Go through the listing and copy each line with the string "shadow".
[[ Supplied entries open ]]
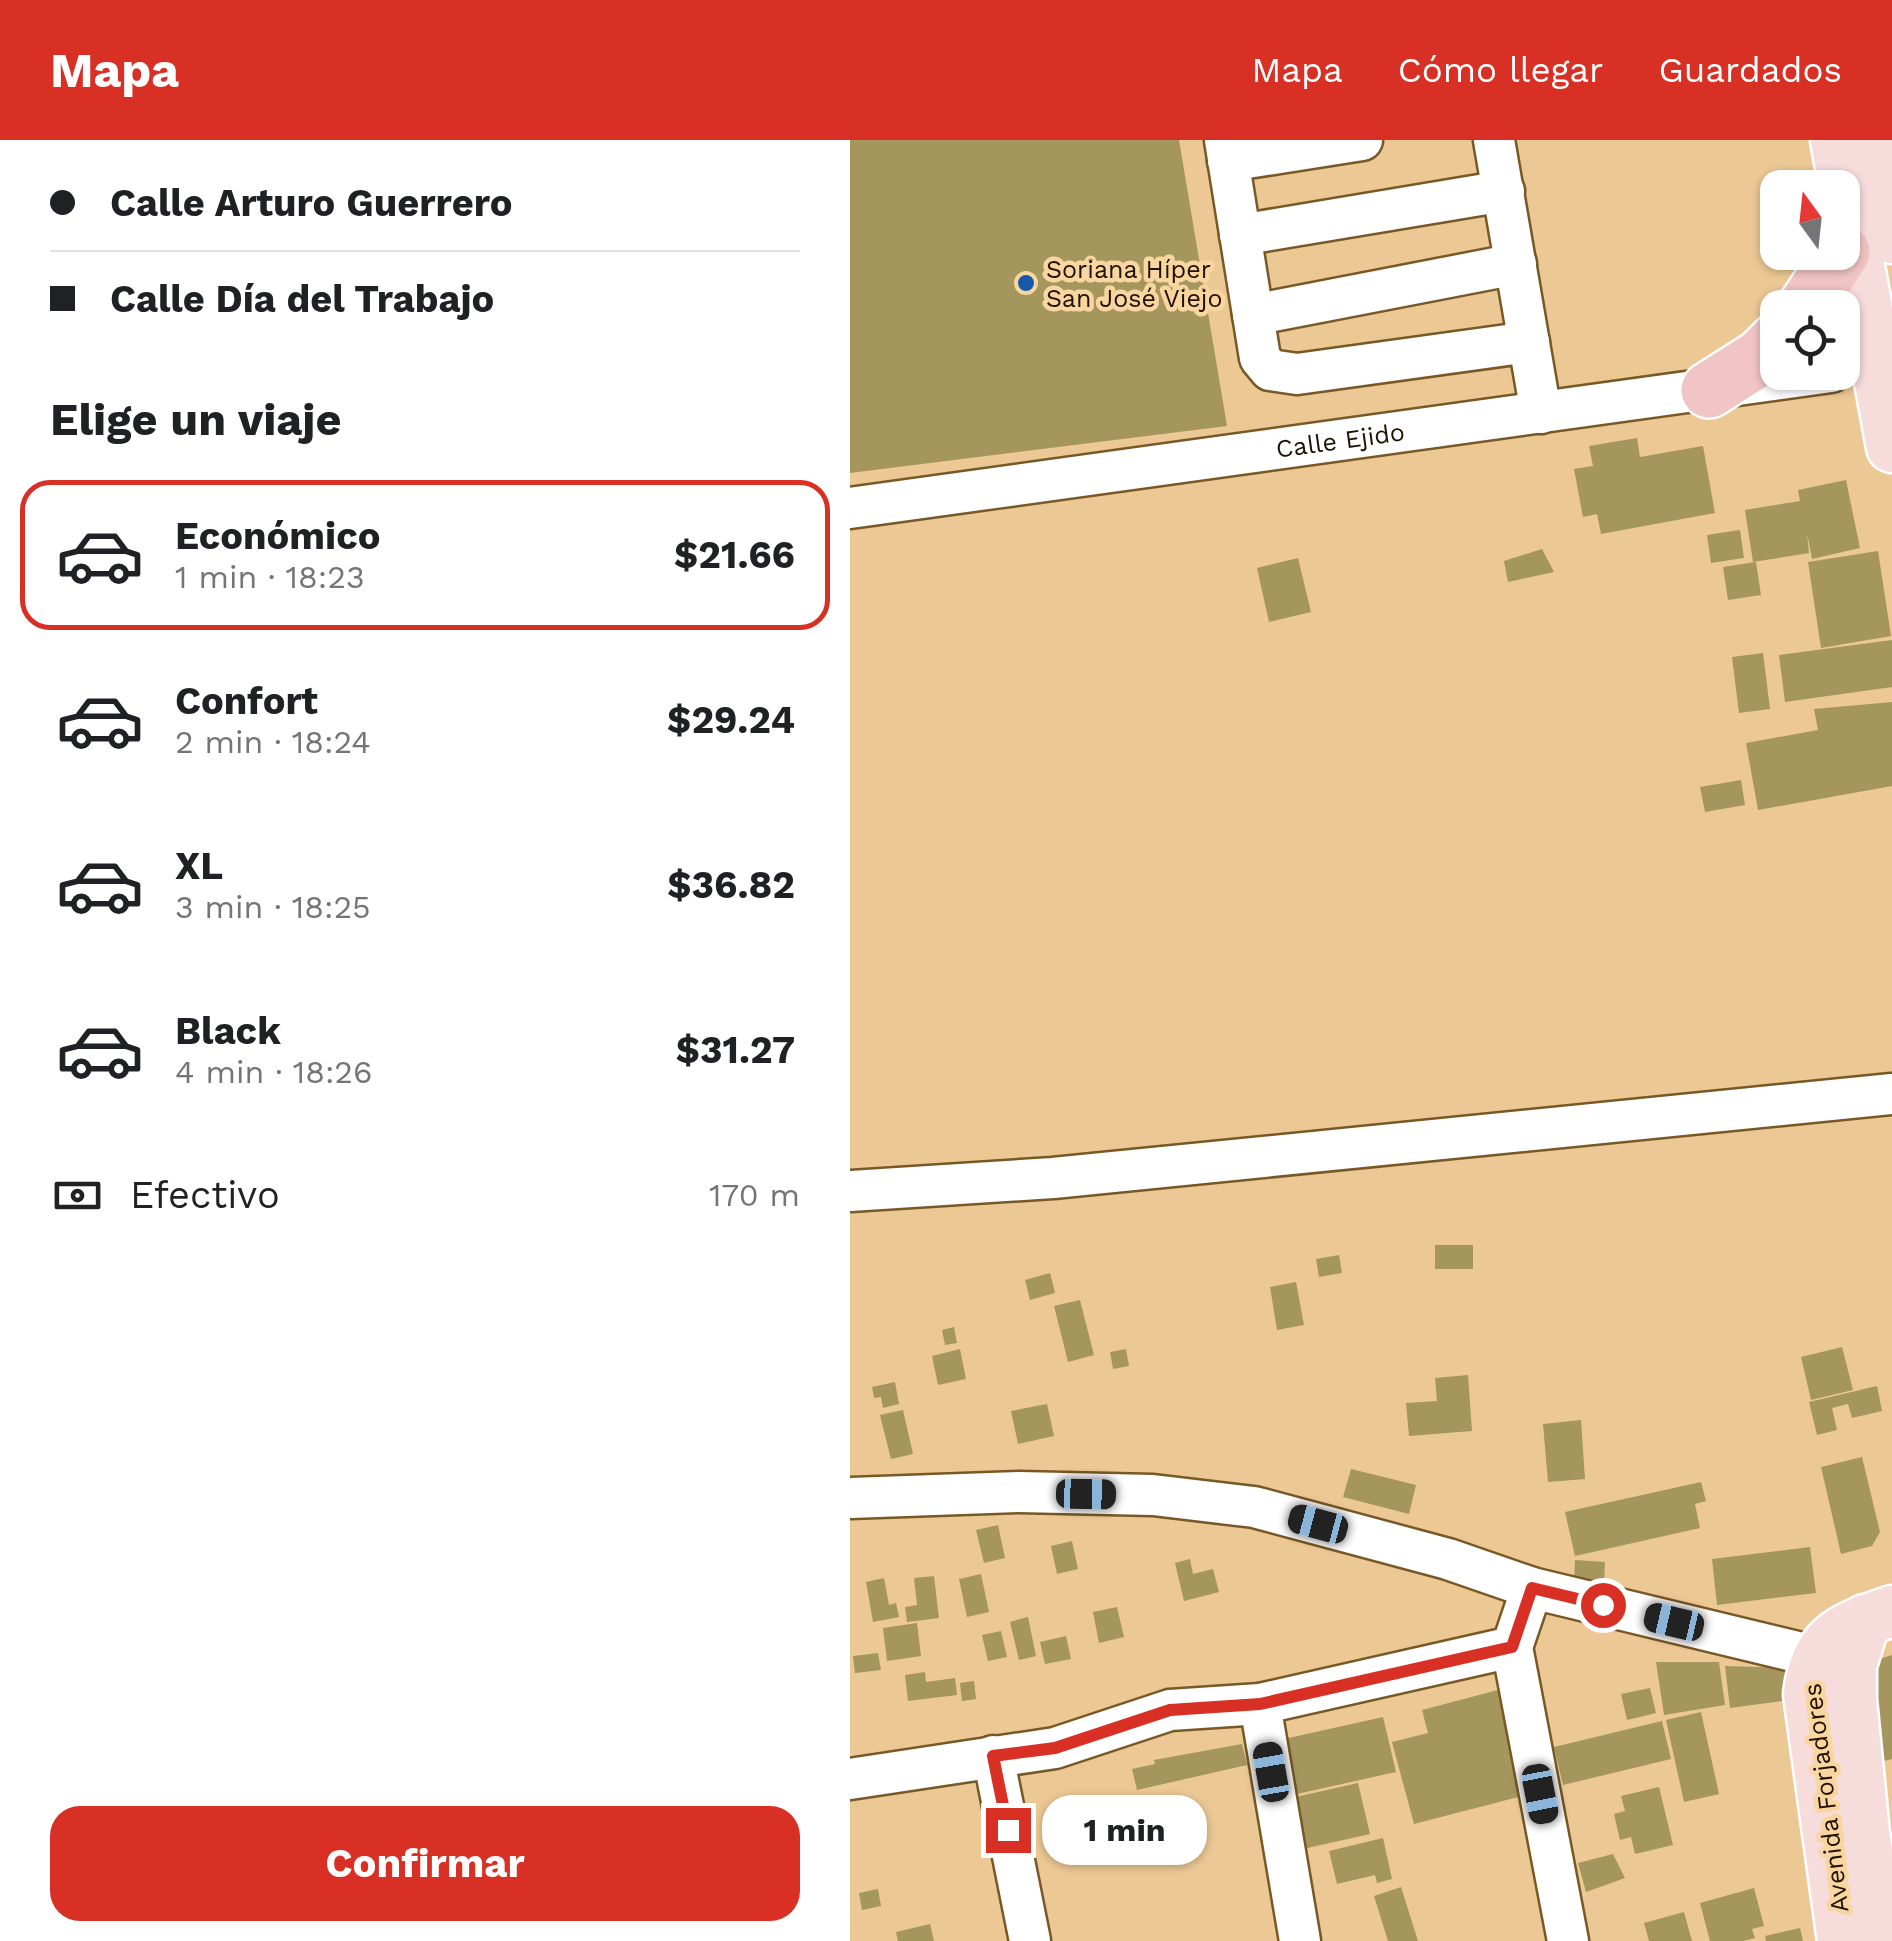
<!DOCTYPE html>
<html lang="es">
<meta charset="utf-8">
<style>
body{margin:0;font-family:"Work Sans",sans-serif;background:#f6f6f6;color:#202124;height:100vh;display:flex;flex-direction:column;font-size:38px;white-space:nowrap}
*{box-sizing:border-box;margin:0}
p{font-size:32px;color:#757577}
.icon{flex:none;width:55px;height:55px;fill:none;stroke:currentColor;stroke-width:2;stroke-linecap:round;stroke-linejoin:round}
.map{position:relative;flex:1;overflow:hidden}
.drawer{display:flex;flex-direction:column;background:#fff;width:850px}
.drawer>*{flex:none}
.hud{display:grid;align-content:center;height:220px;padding:0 50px;background:#fff}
.needle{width:65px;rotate:345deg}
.buttons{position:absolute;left:910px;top:30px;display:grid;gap:20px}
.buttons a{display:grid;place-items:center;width:100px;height:100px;border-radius:20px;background:#fff;box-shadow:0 2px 8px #0004;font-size:50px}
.end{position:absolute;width:45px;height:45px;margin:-22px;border:12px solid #d93025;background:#fff;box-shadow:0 0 0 5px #fff}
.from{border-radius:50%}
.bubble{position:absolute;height:70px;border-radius:30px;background:#fff;box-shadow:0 2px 8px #0004;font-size:32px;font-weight:700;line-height:70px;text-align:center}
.car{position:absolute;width:30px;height:60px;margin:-30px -15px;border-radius:12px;box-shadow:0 0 8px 2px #0007;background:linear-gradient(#222 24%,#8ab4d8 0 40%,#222 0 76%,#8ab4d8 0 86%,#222 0)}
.hud b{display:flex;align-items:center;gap:35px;height:95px;font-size:38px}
.hud b+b{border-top:2px solid #e0e0e0}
.hud i{width:25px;height:25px;background:#202124}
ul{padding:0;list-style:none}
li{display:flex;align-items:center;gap:30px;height:150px;margin:0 20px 15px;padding:0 30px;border:5px solid transparent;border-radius:30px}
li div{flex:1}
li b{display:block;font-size:38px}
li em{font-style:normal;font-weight:700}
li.on{border-color:#d93025}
li>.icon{width:90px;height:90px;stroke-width:1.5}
h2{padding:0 50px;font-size:45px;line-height:120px}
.pay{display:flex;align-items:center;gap:25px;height:110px;padding:0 50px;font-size:38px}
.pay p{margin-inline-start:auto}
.primary-button{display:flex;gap:20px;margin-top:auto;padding:20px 50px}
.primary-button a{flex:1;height:115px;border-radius:30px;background:#d93025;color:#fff;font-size:40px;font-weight:700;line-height:115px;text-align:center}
header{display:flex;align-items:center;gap:60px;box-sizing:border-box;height:140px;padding:0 50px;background:#d93025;color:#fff}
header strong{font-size:48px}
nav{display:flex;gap:55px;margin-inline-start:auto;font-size:35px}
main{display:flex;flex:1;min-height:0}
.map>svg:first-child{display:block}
.building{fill:#a4965c}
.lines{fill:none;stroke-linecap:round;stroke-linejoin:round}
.minor-casing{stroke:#785825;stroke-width:45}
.major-casing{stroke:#fff;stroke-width:55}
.highway-casing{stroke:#fff;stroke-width:60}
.minor{stroke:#fff;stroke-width:40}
.major{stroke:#f7dcdc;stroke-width:50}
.highway{stroke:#f1c4c5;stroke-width:55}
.route{stroke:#d93025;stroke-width:12}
.poi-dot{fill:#1959a9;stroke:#f9d5a0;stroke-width:4}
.labels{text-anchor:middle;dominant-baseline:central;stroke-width:9;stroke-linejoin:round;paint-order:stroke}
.poi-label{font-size:25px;fill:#1f1201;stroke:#f9d5a0;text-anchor:start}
.street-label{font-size:25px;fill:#1f1201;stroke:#f9d5a0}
</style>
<header>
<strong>Mapa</strong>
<nav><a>Mapa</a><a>Cómo llegar</a><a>Guardados</a></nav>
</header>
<main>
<section class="drawer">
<div class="hud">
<b><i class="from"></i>Calle Arturo Guerrero</b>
<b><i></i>Calle Día del Trabajo</b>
</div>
<h2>Elige un viaje</h2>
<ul>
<li class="on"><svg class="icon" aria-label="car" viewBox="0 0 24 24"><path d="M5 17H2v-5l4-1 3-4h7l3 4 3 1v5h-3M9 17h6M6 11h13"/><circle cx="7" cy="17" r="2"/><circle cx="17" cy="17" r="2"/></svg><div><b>Económico</b><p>1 min · 18:23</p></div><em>$21.66</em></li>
<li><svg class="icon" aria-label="car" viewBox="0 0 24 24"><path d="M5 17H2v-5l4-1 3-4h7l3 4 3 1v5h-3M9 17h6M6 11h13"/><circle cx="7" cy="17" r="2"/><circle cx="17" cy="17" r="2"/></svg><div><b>Confort</b><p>2 min · 18:24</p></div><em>$29.24</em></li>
<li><svg class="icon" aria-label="car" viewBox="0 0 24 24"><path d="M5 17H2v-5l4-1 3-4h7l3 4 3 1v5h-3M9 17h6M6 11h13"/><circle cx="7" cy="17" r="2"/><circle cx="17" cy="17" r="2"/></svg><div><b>XL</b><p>3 min · 18:25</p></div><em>$36.82</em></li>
<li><svg class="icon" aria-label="car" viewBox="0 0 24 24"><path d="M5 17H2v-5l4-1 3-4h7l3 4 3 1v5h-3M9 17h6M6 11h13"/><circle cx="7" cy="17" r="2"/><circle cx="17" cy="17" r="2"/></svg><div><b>Black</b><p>4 min · 18:26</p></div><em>$31.27</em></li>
</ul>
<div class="pay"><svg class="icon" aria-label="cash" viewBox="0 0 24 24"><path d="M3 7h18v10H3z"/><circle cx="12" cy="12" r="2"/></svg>Efectivo<p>170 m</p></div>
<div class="primary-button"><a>Confirmar</a></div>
</section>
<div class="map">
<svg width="1042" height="1801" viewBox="0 0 1042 1801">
<rect width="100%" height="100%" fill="#ecc894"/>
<g class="building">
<polygon points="0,0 329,0 377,286 0,333"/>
<polygon points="787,298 790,317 853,306 865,373 751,394 747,374 733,377 724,329 743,326 739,306"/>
<polygon points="996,340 1010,408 962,419 957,393 959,413 903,422 895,370 950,361 948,350"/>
<polygon points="890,390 894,418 861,423 857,395"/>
<polygon points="692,409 704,432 658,442 654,421"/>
<polygon points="1028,411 1041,496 971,508 958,422"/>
<polygon points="448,418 461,472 419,482 407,428"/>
<polygon points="906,422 911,455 878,460 873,427"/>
<polygon points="1042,500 1042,547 935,562 929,515"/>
<polygon points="913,513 920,569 889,573 882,517"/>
<polygon points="1042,562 1042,646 908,670 896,603 968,590 964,569"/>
<polygon points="891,640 895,665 855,672 850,647"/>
<rect x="585" y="1105" width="38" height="24"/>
<polygon points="489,1115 492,1133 469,1137 466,1119"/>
<polygon points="200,1133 205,1153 180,1160 175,1140"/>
<polygon points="446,1142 454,1185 427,1190 420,1147"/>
<polygon points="230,1160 244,1215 218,1222 204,1166"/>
<polygon points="104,1187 107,1203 95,1205 92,1190"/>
<polygon points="992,1207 1003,1250 961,1260 951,1217"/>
<polygon points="110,1209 116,1239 88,1245 82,1216"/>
<polygon points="276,1209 279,1226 263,1229 260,1212"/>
<polygon points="618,1235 622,1291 559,1296 556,1263 587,1261 585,1238"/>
<polygon points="45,1242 49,1264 33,1268 31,1257 24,1258 22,1247"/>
<polygon points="1027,1246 1032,1271 1002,1278 998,1264 982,1268 987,1290 967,1295 959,1262"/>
<polygon points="197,1264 204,1296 168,1304 161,1271"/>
<polygon points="53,1270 63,1314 41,1319 30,1275"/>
<polygon points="731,1280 735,1339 698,1342 693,1284"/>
<polygon points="1012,1317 1030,1392 1022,1406 991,1414 971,1327"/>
<polygon points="501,1329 566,1345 559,1374 493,1357"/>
<polygon points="851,1342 856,1361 845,1364 850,1388 725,1416 715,1372"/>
<polygon points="148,1385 155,1418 134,1423 126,1390"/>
<polygon points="222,1401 228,1429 207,1434 201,1406"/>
<polygon points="960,1407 966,1453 867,1465 862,1419"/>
<polygon points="340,1419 343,1434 363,1429 369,1452 334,1461 325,1423"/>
<polygon points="725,1420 755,1422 754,1443 724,1441"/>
<polygon points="131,1434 139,1472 117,1477 109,1439"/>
<polygon points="84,1436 89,1478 57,1482 55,1467 67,1465 64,1438"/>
<polygon points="34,1438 39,1465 46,1463 49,1477 23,1482 16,1442"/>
<polygon points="267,1467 274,1497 249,1503 243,1472"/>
<polygon points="178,1477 186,1516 169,1520 160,1482"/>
<polygon points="67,1483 71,1516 37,1521 33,1488"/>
<polygon points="151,1491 157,1517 138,1521 132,1495"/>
<polygon points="216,1496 221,1519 195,1524 190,1502"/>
<polygon points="28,1513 31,1530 5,1533 3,1516"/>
<polygon points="1042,1515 1042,1619 1026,1623 1022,1521"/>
<polygon points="806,1522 869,1522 875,1565 814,1575"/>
<polygon points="875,1526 936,1528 940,1560 880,1568"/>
<polygon points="75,1532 76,1542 105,1538 107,1555 58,1561 55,1535"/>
<polygon points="124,1541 126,1559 112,1561 110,1543"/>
<polygon points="800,1548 806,1573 777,1580 771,1554"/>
<polygon points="648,1550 676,1655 564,1684 542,1602 578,1593 572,1570"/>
<polygon points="851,1572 869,1654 834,1662 816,1580"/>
<polygon points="533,1577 546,1632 447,1654 434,1599"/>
<polygon points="812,1581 821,1619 713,1645 704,1607"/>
<polygon points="392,1604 397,1625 287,1650 282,1629 305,1624 304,1620"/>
<polygon points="508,1643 520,1694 453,1709 441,1658"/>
<polygon points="809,1647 823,1705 785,1714 781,1697 770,1700 764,1674 775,1671 771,1656"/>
<polygon points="533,1698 542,1739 527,1743 525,1735 487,1744 479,1711"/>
<polygon points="763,1714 775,1738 736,1752 728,1723"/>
<polygon points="551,1747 568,1801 538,1801 524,1756"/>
<polygon points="904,1748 914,1786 902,1789 905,1798 893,1801 860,1801 850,1763"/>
<polygon points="28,1749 31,1766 12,1770 9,1753"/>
<polygon points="834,1772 842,1801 799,1801 794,1783"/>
<polygon points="80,1784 84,1801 48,1801 46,1792"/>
<polygon points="950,1788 953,1801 916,1801 915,1796"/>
</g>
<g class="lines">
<g class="minor-casing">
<g id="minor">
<polyline points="375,0 410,218 420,230 447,234 679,202"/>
<polyline points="644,0 691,273"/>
<polyline points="378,21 512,0"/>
<polyline points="390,95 654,51"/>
<polyline points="403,175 666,124"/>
<path id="s1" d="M0 368 981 232"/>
<polyline points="0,1051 203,1038 1042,954"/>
<polyline points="0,1358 169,1352 303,1355 404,1367 598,1419 682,1448 997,1524"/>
<polyline points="682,1448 662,1507 718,1801"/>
<polyline points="410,1564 450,1801"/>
<polyline points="143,1616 180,1801"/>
<polyline points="0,1639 205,1608 320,1570 410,1564 662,1507"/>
</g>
</g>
<g class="major-casing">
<g id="major">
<polyline points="986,0 1042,307"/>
<polyline points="1025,0 1042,98"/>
<polyline points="1015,1480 1001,1525 1001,1560 1014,1693 1032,1801"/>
<path d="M993 1801 959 1554C966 1496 992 1489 1042 1471"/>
</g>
</g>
<g class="highway-casing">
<g id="highway">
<polyline points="955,168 992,112"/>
<polyline points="859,250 911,217 928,200"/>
</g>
</g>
<use href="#minor" class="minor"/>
<use href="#major" class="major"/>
<use href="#highway" class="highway"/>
</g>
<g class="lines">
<polyline class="route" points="158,1690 143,1616 205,1608 320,1570 410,1564 662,1507 682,1448 753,1465"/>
</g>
<circle class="poi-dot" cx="176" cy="143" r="10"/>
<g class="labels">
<g class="poi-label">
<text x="196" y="129">Soriana Híper<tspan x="196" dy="29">San José Viejo</tspan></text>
</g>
<g class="street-label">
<text stroke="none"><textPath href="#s1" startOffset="495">Calle Ejido</textPath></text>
<text transform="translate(976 1658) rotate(-97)">Avenida Forjadores</text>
</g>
</g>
</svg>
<div class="buttons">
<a><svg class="needle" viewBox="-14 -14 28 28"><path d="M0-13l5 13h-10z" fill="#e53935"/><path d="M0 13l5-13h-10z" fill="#757577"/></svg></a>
<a><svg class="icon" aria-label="locate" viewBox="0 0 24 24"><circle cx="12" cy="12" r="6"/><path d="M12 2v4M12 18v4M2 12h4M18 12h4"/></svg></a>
</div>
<i class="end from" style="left:753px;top:1465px"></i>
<i class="end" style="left:158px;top:1690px"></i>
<div class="bubble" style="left:192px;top:1655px;width:165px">1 min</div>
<i class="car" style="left:236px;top:1354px;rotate:91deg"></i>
<i class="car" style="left:468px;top:1384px;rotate:285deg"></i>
<i class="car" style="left:824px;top:1482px;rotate:283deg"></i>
<i class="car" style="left:421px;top:1632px;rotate:350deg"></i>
<i class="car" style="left:690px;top:1654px;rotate:169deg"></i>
</div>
</main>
[[ Supplied entries closed ]]
→ **Answer section**:
.buttons a{display:grid;place-items:center;width:100px;height:100px;border-radius:20px;background:#fff;box-shadow:0 2px 8px #0004;font-size:50px}
.end{position:absolute;width:45px;height:45px;margin:-22px;border:12px solid #d93025;background:#fff;box-shadow:0 0 0 5px #fff}
.bubble{position:absolute;height:70px;border-radius:30px;background:#fff;box-shadow:0 2px 8px #0004;font-size:32px;font-weight:700;line-height:70px;text-align:center}
.car{position:absolute;width:30px;height:60px;margin:-30px -15px;border-radius:12px;box-shadow:0 0 8px 2px #0007;background:linear-gradient(#222 24%,#8ab4d8 0 40%,#222 0 76%,#8ab4d8 0 86%,#222 0)}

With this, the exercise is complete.